▶ _What the exercise asks_:
Return verbatim all lines from the first one in the records to the line with "Serialize what can", both ends kept.

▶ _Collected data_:
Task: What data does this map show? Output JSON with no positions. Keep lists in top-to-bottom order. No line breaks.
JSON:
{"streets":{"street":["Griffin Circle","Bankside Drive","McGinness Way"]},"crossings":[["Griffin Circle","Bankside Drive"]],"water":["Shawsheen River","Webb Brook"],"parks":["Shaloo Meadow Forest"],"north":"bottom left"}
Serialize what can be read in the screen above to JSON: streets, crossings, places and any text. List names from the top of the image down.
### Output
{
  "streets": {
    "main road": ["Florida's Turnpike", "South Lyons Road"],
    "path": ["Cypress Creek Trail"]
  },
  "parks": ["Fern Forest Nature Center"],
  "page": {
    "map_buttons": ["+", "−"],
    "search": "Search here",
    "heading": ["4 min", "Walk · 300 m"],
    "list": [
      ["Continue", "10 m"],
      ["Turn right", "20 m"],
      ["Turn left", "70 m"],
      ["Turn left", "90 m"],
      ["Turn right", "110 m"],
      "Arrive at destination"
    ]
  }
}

▶ _Result_:
Task: What data does this map show? Output JSON with no positions. Keep lists in top-to-bottom order. No line breaks.
JSON:
{"streets":{"street":["Griffin Circle","Bankside Drive","McGinness Way"]},"crossings":[["Griffin Circle","Bankside Drive"]],"water":["Shawsheen River","Webb Brook"],"parks":["Shaloo Meadow Forest"],"north":"bottom left"}
Serialize what can be read in the screen above to JSON: streets, crossings, places and any text. List names from the top of the image down.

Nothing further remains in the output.